The Desert. Doesn’t really have a very glamorous ring does it? No way to dress it up, making it look pretty or even presentable.
Dry, Alone. Maybe even abandoned? It's not somewhere I’d like to visit, much less live.
Regardless, the desert has become a part of my story.
For a significant season, my husband and I lived in a community of deeply committed friendships, people we loved and trusted dearly. We were like a Mama and Papa to this beautiful, eclectic, dynamic, extended-family.
Sadly, some betrayed us, sabotaging our leadership and relationships.
It was a series of events filled with confusion, pain and sorrow. The attitudes demonstrated, the strategic ways we were undermined, and the gossip were extremely hurtful. Honestly I felt de-humanized, and discarded.
Our reputations were negatively impacted, not to mention our kids, our careers, our finances, our community, our friendships...everything. Disorienting pain, loneliness, confusion and anger...it's a numbness which cannot be denied.
Welcome to the desert. Can you relate?
I was racked with pain in a way that every movement of heart was like a stab in the chest. I remember it clearly: grasping, suffocating in the oxygen-less void of sorrow, yet desperately grasping for breath or hope.
I’m a fighter by nature, but I soon realized that all of the tools that had worked before didn’t work here.
It was as if the atmosphere had changed. Gravity no longer pulled down, like walking out your front door and finding yourself on another planet. I kept thinking, "This can’t be real. Surely, I’ll wake up and this will all go away." And God...well, "Where was He?"
Everything in me wanted to quit. But, before God, could I?
Should I quit on life? On people? On community or relationships? What about on expecting joy again, on dreaming dreams, on hope, on “my calling?” Do I quit? As I was emotionally and spiritually lying in the ICU, I contemplated this question, Holy Spirit dropped these words in my spirit. “Wait for the Lord; be strong and take heart and wait for the Lord.” Psalm 27:14
I would love to say that I was washed with a warm feeling of God’s closeness and goodness, and was instantly filled with joy, vision, and confidence.
Actually, the idea of waiting made me feel furious. My assignment is waiting?!? Seriously?
But sometimes the fighting stops, exhaustion wins, and waiting starts. Believe me, if I could have ripped the IV out of my arm, shed my body cast, and escaped the involuntary asylum, I would have. But when you can’t even find the feeling in your legs and arms and heart, you can’t. All you can do is wait.
I wanted to “do” something, but God wanted me to just “be”... and that meant waiting.
At first it felt miserable, like staring at blinding hot sand just wishing (or screaming) for water. But, slowly the ground froze, and in spite of what seemed like a never ending winter with no Christmas, my heart began to rest in its dormancy. And eventually (like 2 years later!) the reach of my heart, my hunger for God’s presence, my longing and desperation for Him, began to grow like the seeds in my garden reach for the sun.

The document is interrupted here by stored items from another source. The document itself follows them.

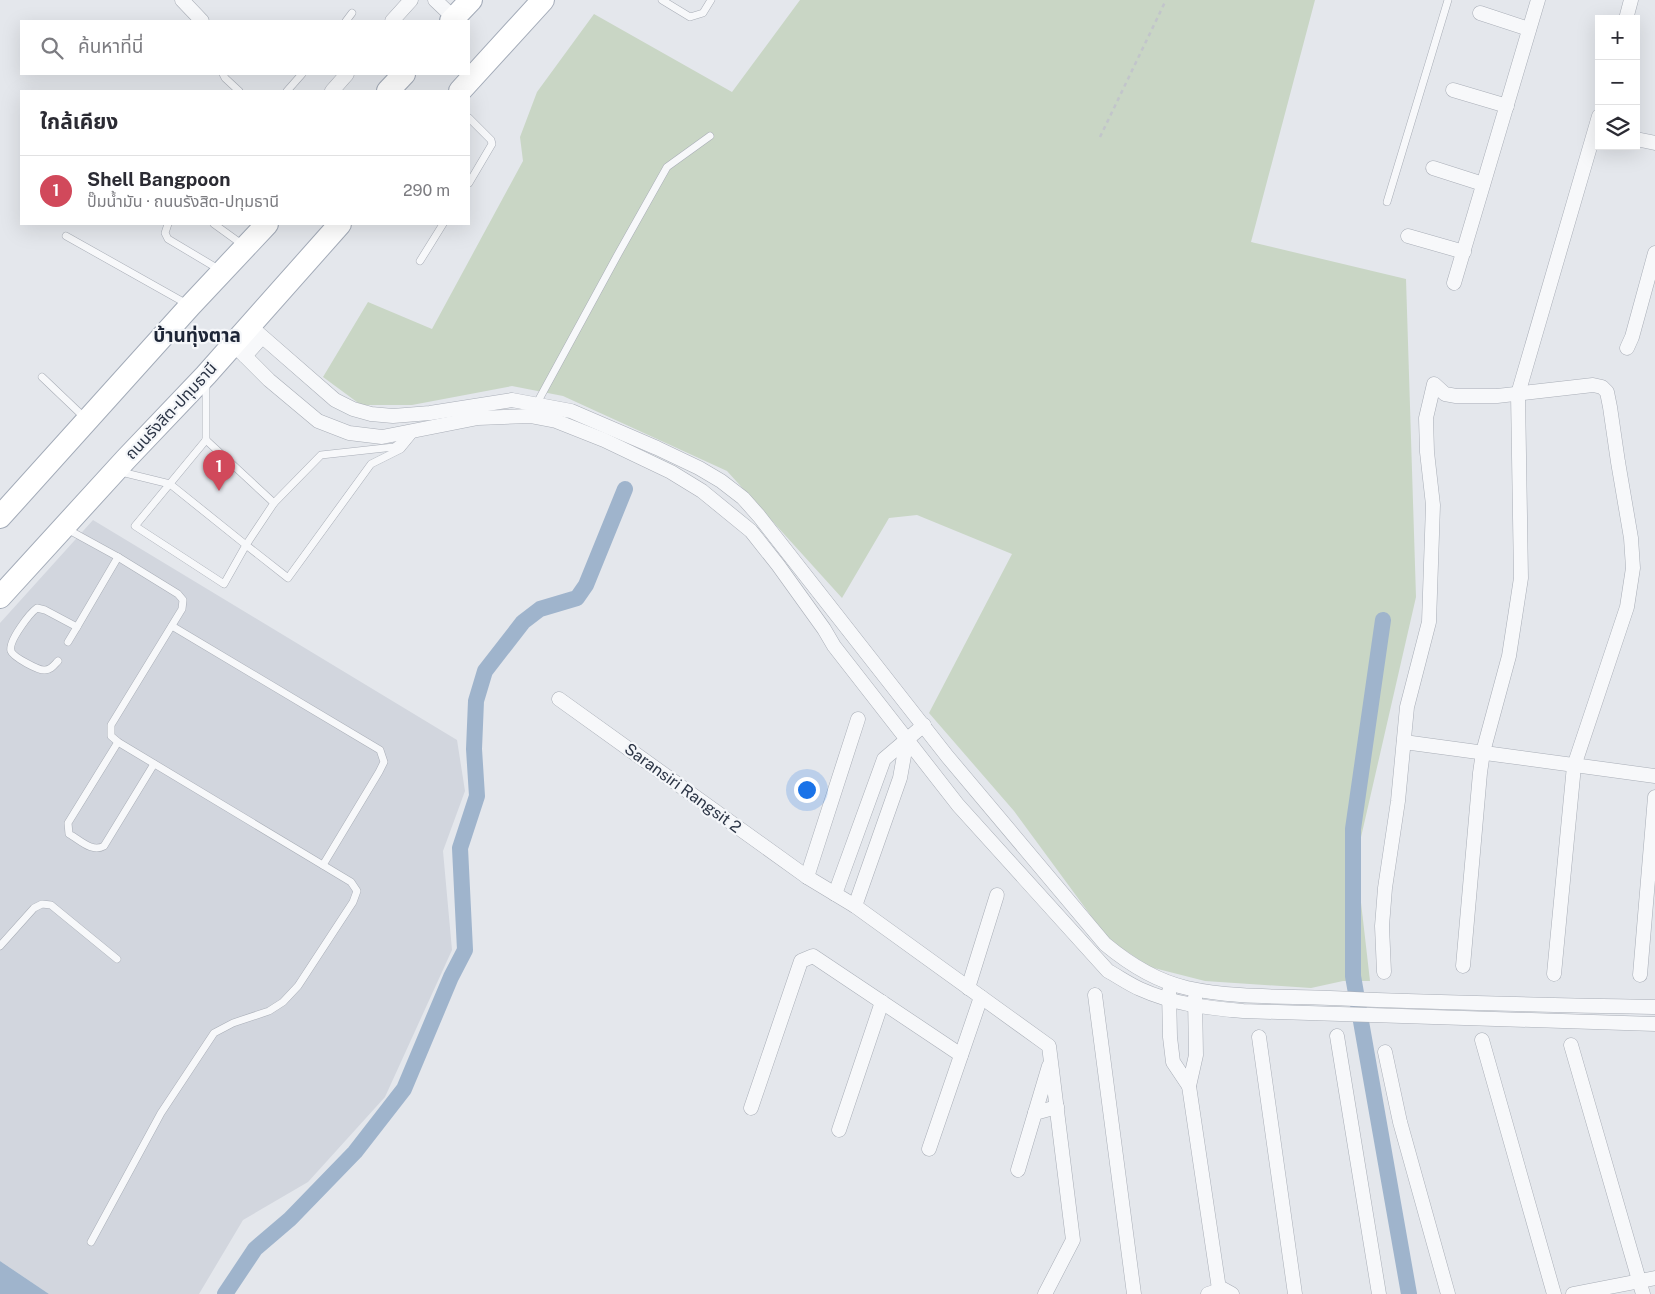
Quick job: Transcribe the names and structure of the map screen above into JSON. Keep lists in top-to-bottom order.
{
  "streets": {
    "main road": ["ถนนรังสิต-ปทุมธานี"],
    "street": ["Saransiri Rangsit 2"]
  },
  "districts": ["บ้านทุ่งตาล"],
  "page": {
    "map_buttons": ["+", "−"],
    "search": "ค้นหาที่นี่",
    "heading": "ใกล้เคียง",
    "list": [
      {
        "mark": "1",
        "name": "Shell Bangpoon",
        "note": "ปั๊มน้ำมัน · ถนนรังสิต-ปทุมธานี",
        "value": "290 m"
      }
    ],
    "pins": "1"
  }
}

Never before had I felt so “poor in spirit” and yet knew the Kingdom was within arms reach. And as my reach strengthened, I began to feel real again.
I was so blessed during this season with amazingly godly men and women, affirming this season of waiting. They listened, challenged, and helped me wait and not quit. Most importantly, they invited me to make friends with pain. These friends were “with me” in a way that I hope I can “be with" someone else someday. They sat in my anguish with me, teaching me to wait until I could see Jesus there too.

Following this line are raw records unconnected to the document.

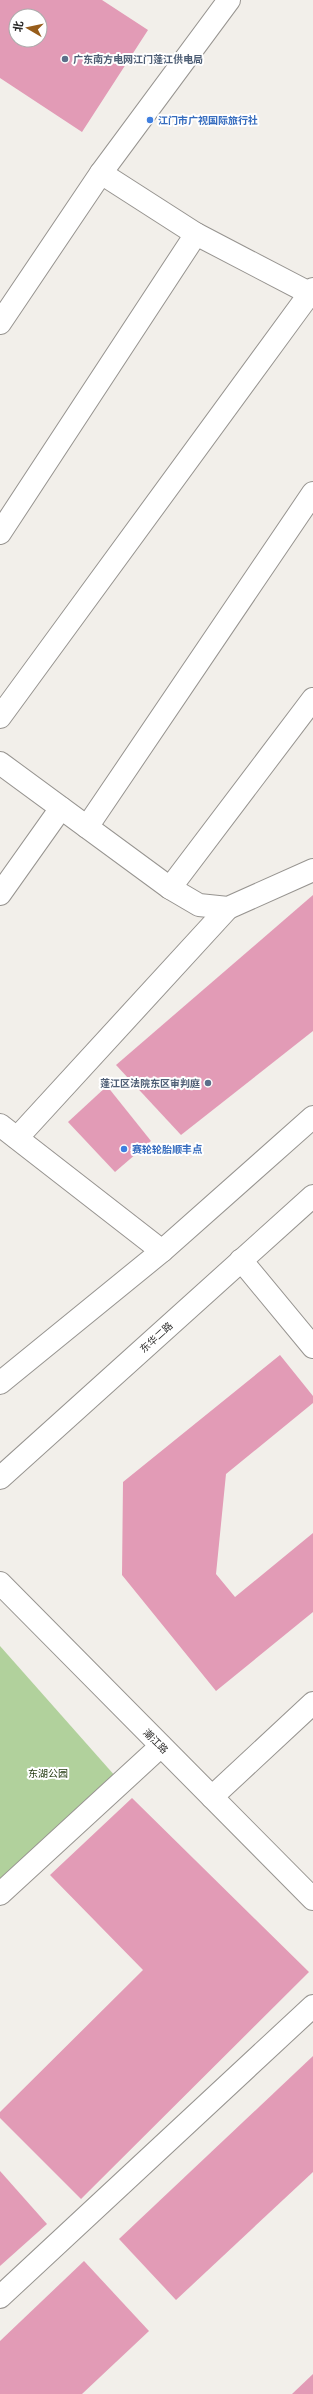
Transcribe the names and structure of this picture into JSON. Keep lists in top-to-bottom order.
{
  "streets": {
    "street": ["东华二路", "潮江路"]
  },
  "parks": ["东湖公园"],
  "places": [
    "广东南方电网江门蓬江供电局",
    "江门市广视国际旅行社",
    "蓬江区法院东区审判庭",
    "赛轮轮胎顺丰点"
  ],
  "north": "left"
}
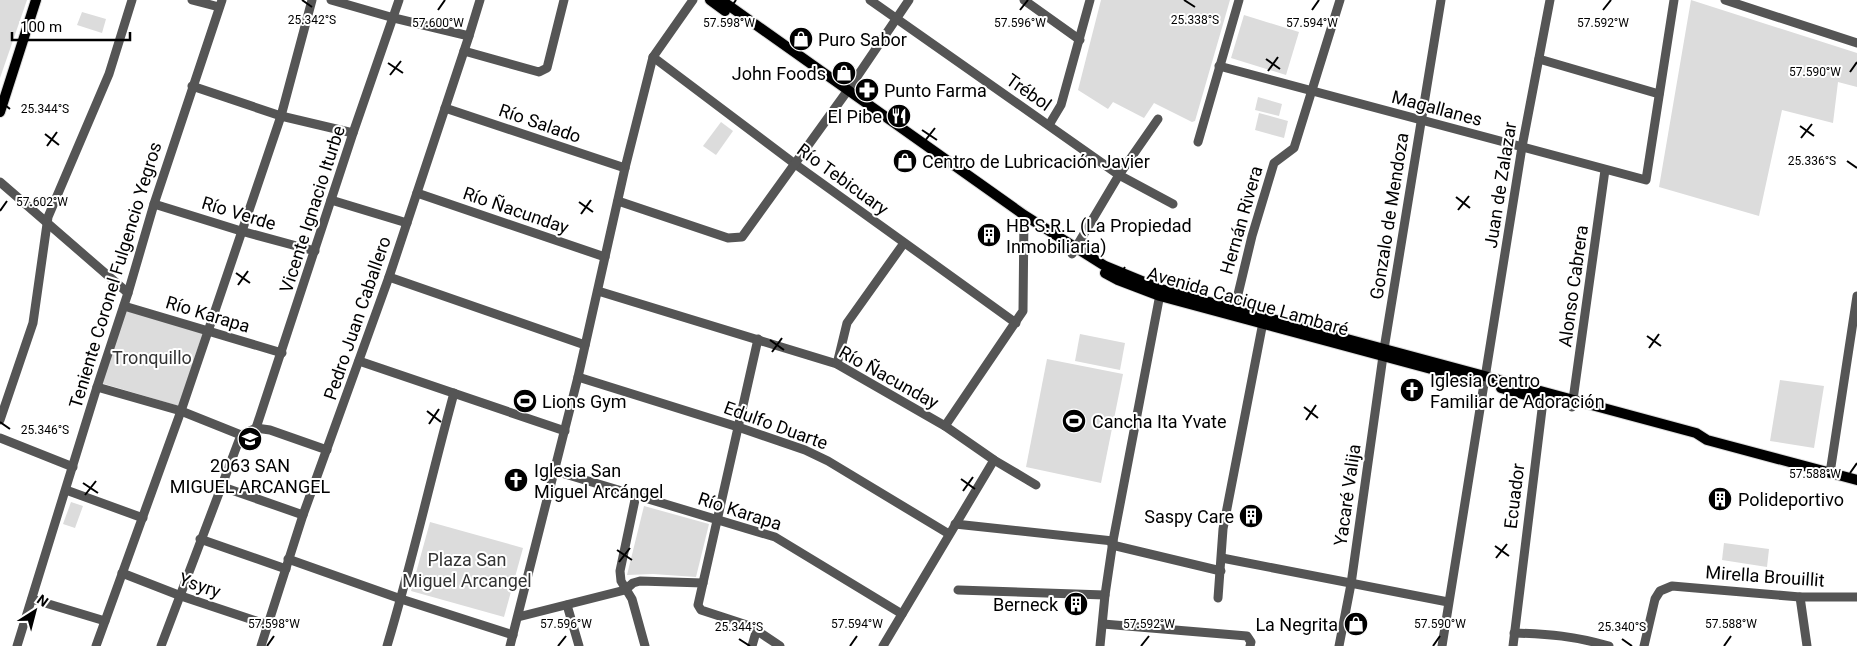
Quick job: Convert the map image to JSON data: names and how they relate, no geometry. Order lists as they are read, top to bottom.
{
  "streets": {
    "main road": ["Avenida Cacique Lambaré"],
    "street": [
      "Trébol",
      "Magallanes",
      "Río Salado",
      "Río Tebicuary",
      "Juan de Zalazar",
      "Vicente Ignacio Iturbe",
      "Río Ñacunday",
      "Río Verde",
      "Gonzalo de Mendoza",
      "Hernán Rivera",
      "Teniente Coronel Fulgencio Yegros",
      "Alonso Cabrera",
      "Río Karapa",
      "Pedro Juan Caballero",
      "Edulfo Duarte",
      "Yacaré Valija",
      "Ecuador",
      "Mirella Brouillit",
      "Ysyry"
    ]
  },
  "crossings": [
    ["Magallanes", "Juan de Zalazar"],
    ["Magallanes", "Gonzalo de Mendoza"],
    ["Magallanes", "Hernán Rivera"],
    ["Magallanes", "Alonso Cabrera"],
    ["Río Salado", "Pedro Juan Caballero"],
    ["Juan de Zalazar", "Avenida Cacique Lambaré"],
    ["Vicente Ignacio Iturbe", "Río Verde"],
    ["Vicente Ignacio Iturbe", "Río Karapa"],
    ["Río Ñacunday", "Pedro Juan Caballero"],
    ["Río Verde", "Teniente Coronel Fulgencio Yegros"],
    ["Gonzalo de Mendoza", "Avenida Cacique Lambaré"],
    ["Gonzalo de Mendoza", "Yacaré Valija"],
    ["Hernán Rivera", "Avenida Cacique Lambaré"],
    ["Teniente Coronel Fulgencio Yegros", "Río Karapa"],
    ["Alonso Cabrera", "Avenida Cacique Lambaré"],
    ["Avenida Cacique Lambaré", "Yacaré Valija"],
    ["Avenida Cacique Lambaré", "Ecuador"],
    ["Pedro Juan Caballero", "Ysyry"]
  ],
  "parks": ["Tronquillo", "Plaza San Miguel Arcangel"],
  "places": {
    "shop": [
      "Puro Sabor",
      "John Foods",
      "Centro de Lubricación Javier",
      "La Negrita"
    ],
    "pharmacy": ["Punto Farma"],
    "restaurant": ["El Pibe"],
    "building": [
      "HB S.R.L (La Propiedad Inmobiliaria)",
      "Polideportivo",
      "Saspy Care",
      "Berneck"
    ],
    "church": ["Iglesia Centro Familiar de Adoración", "Iglesia San Miguel Arcángel"],
    "sports": ["Lions Gym", "Cancha Ita Yvate"],
    "school or university": ["2063 SAN MIGUEL ARCANGEL"]
  },
  "scale_bar": "100 m",
  "north": "top right",
  "coordinates": [
    "25.342°S",
    "25.338°S",
    "57.600°W",
    "57.598°W",
    "57.596°W",
    "57.594°W",
    "57.592°W",
    "57.590°W",
    "25.344°S",
    "25.336°S",
    "57.602°W",
    "25.346°S",
    "57.588°W",
    "25.340°S"
  ]
}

I’m not exactly sure what the next season is, but I can definitely see it on the horizon. I’m feeling thankful, alive, and human. God is whispering His dreams to me, inviting me on adventure with Him again. The longer I walk with Jesus, the more and more I experience what He experienced, even the tough parts.

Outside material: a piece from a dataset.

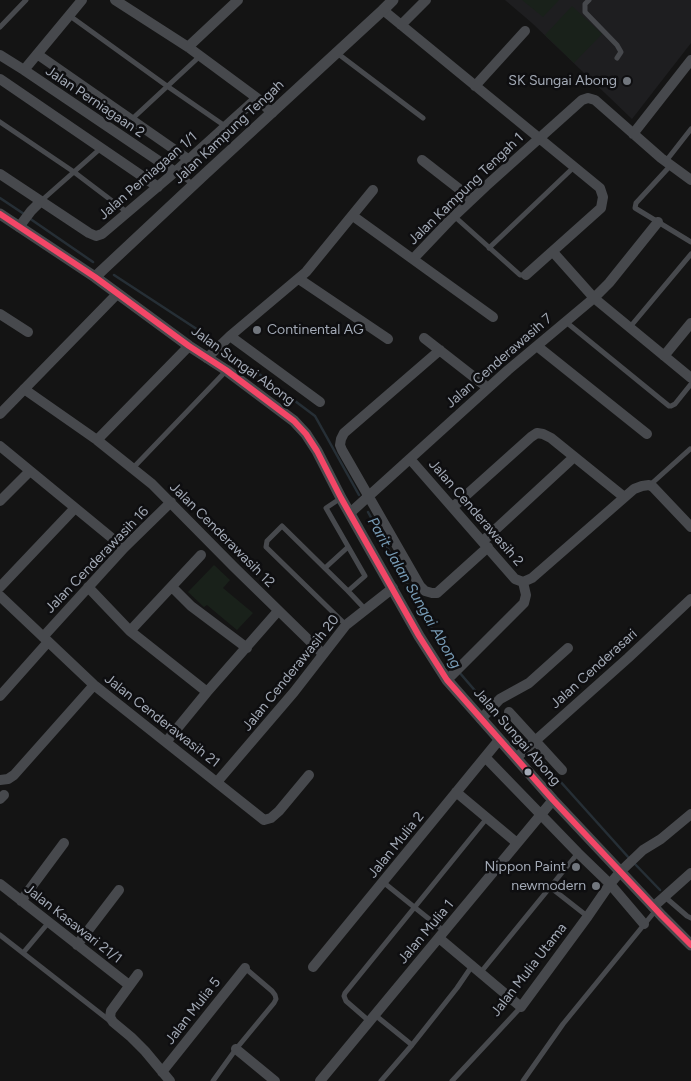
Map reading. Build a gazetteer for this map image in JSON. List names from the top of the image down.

Having survived the desert I realize that looking more like Him cannot be grasped by “wishing” or “believing”, but by actually walking in His footsteps.
Maybe you've gone through unexplained trials (or are in the middle of them now!) You have wondered where God is in those moments. I'm here to tell you that this raw, painful place can lead to hope. Don't quit! I've seen the other side; He will make all things new. It's what He does.
Beth and her husband, Ken, have been passionately married for 20 years and have 4 strong-willed, incredible kids. Currently on staff with CRM Leaders, they feel called to partner with Jesus as He raises up new understandings and expressions in the Church, worldwide. Beth cultivates the heart of a shepherd, a worshiper, and a disciple of Jesus. She encourages women to be fascinated with Jesus while developing sustainable rhythms of listening and responding to Him.
Besides loving on her family and friends, she can often be found playing in the garden with her dog and urban chickens in tow.